[Stored data]

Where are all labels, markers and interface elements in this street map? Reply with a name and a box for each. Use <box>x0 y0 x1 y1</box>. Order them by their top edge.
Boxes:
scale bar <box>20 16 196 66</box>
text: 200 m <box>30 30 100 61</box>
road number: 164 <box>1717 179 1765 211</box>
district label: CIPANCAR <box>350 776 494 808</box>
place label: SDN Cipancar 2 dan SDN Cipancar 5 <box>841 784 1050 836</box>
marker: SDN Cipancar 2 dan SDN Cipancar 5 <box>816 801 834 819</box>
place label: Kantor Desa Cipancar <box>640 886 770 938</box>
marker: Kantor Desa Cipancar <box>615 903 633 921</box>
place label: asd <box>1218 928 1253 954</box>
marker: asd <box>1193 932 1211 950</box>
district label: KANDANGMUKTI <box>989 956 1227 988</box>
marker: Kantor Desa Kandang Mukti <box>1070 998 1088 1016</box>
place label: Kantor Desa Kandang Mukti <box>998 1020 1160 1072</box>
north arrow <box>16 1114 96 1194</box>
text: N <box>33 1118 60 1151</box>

## WORK INSTRUCTIONS
Return every record, word for word.

## RESULT OF THIS EXERCISE
Where are all labels, markers and interface elements in this street map? Reply with a name and a box for each. Use <box>x0 y0 x1 y1</box>. Order them by their top edge.
Boxes:
scale bar <box>20 16 196 66</box>
text: 200 m <box>30 30 100 61</box>
road number: 164 <box>1717 179 1765 211</box>
district label: CIPANCAR <box>350 776 494 808</box>
place label: SDN Cipancar 2 dan SDN Cipancar 5 <box>841 784 1050 836</box>
marker: SDN Cipancar 2 dan SDN Cipancar 5 <box>816 801 834 819</box>
place label: Kantor Desa Cipancar <box>640 886 770 938</box>
marker: Kantor Desa Cipancar <box>615 903 633 921</box>
place label: asd <box>1218 928 1253 954</box>
marker: asd <box>1193 932 1211 950</box>
district label: KANDANGMUKTI <box>989 956 1227 988</box>
marker: Kantor Desa Kandang Mukti <box>1070 998 1088 1016</box>
place label: Kantor Desa Kandang Mukti <box>998 1020 1160 1072</box>
north arrow <box>16 1114 96 1194</box>
text: N <box>33 1118 60 1151</box>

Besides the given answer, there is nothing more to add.